RECORDS FOR PROCESSING: Begin

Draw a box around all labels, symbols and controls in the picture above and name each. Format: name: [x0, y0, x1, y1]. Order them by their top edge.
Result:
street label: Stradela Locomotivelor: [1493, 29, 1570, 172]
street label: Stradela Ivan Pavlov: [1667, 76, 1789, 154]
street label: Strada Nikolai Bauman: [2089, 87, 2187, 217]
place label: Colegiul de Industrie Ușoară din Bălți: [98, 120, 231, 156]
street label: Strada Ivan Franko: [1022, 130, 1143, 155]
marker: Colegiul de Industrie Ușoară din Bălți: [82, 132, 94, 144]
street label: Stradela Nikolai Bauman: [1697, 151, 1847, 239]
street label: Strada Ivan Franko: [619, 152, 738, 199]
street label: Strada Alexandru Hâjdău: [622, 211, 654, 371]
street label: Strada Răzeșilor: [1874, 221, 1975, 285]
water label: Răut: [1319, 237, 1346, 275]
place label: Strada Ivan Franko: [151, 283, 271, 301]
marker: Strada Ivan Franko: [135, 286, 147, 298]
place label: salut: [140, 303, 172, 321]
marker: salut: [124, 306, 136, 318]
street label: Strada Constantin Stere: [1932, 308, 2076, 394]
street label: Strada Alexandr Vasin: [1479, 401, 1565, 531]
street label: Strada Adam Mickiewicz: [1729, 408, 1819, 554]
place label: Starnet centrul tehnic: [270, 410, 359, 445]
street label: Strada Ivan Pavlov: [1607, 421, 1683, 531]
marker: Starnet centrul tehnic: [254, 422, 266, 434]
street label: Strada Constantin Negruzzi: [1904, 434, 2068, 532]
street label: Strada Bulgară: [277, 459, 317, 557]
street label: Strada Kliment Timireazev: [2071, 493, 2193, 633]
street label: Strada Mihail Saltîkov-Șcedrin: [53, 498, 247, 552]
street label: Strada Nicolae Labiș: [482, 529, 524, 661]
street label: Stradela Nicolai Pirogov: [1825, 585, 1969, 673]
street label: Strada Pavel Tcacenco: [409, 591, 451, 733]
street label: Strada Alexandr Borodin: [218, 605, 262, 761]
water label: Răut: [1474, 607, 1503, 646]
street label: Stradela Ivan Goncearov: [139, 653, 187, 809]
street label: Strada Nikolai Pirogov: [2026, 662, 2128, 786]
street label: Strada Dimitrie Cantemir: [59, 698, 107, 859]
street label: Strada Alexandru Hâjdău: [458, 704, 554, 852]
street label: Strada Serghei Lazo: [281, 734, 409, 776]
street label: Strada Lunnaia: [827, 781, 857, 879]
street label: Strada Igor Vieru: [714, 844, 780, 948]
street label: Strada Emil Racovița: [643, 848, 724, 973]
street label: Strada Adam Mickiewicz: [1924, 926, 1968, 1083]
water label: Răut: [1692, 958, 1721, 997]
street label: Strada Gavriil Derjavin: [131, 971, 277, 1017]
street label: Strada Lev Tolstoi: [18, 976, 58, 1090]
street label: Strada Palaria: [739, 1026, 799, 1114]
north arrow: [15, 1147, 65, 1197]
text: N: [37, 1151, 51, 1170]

RECORDS FOR PROCESSING: End

Return the data from the top line through the bottom line exactly.

• [PROBLEM SOLUTION]
Draw a box around all labels, symbols and controls in the picture above and name each. Format: name: [x0, y0, x1, y1]. Order them by their top edge.
Result:
street label: Stradela Locomotivelor: [1493, 29, 1570, 172]
street label: Stradela Ivan Pavlov: [1667, 76, 1789, 154]
street label: Strada Nikolai Bauman: [2089, 87, 2187, 217]
place label: Colegiul de Industrie Ușoară din Bălți: [98, 120, 231, 156]
street label: Strada Ivan Franko: [1022, 130, 1143, 155]
marker: Colegiul de Industrie Ușoară din Bălți: [82, 132, 94, 144]
street label: Stradela Nikolai Bauman: [1697, 151, 1847, 239]
street label: Strada Ivan Franko: [619, 152, 738, 199]
street label: Strada Alexandru Hâjdău: [622, 211, 654, 371]
street label: Strada Răzeșilor: [1874, 221, 1975, 285]
water label: Răut: [1319, 237, 1346, 275]
place label: Strada Ivan Franko: [151, 283, 271, 301]
marker: Strada Ivan Franko: [135, 286, 147, 298]
place label: salut: [140, 303, 172, 321]
marker: salut: [124, 306, 136, 318]
street label: Strada Constantin Stere: [1932, 308, 2076, 394]
street label: Strada Alexandr Vasin: [1479, 401, 1565, 531]
street label: Strada Adam Mickiewicz: [1729, 408, 1819, 554]
place label: Starnet centrul tehnic: [270, 410, 359, 445]
street label: Strada Ivan Pavlov: [1607, 421, 1683, 531]
marker: Starnet centrul tehnic: [254, 422, 266, 434]
street label: Strada Constantin Negruzzi: [1904, 434, 2068, 532]
street label: Strada Bulgară: [277, 459, 317, 557]
street label: Strada Kliment Timireazev: [2071, 493, 2193, 633]
street label: Strada Mihail Saltîkov-Șcedrin: [53, 498, 247, 552]
street label: Strada Nicolae Labiș: [482, 529, 524, 661]
street label: Stradela Nicolai Pirogov: [1825, 585, 1969, 673]
street label: Strada Pavel Tcacenco: [409, 591, 451, 733]
street label: Strada Alexandr Borodin: [218, 605, 262, 761]
water label: Răut: [1474, 607, 1503, 646]
street label: Stradela Ivan Goncearov: [139, 653, 187, 809]
street label: Strada Nikolai Pirogov: [2026, 662, 2128, 786]
street label: Strada Dimitrie Cantemir: [59, 698, 107, 859]
street label: Strada Alexandru Hâjdău: [458, 704, 554, 852]
street label: Strada Serghei Lazo: [281, 734, 409, 776]
street label: Strada Lunnaia: [827, 781, 857, 879]
street label: Strada Igor Vieru: [714, 844, 780, 948]
street label: Strada Emil Racovița: [643, 848, 724, 973]
street label: Strada Adam Mickiewicz: [1924, 926, 1968, 1083]
water label: Răut: [1692, 958, 1721, 997]
street label: Strada Gavriil Derjavin: [131, 971, 277, 1017]
street label: Strada Lev Tolstoi: [18, 976, 58, 1090]
street label: Strada Palaria: [739, 1026, 799, 1114]
north arrow: [15, 1147, 65, 1197]
text: N: [37, 1151, 51, 1170]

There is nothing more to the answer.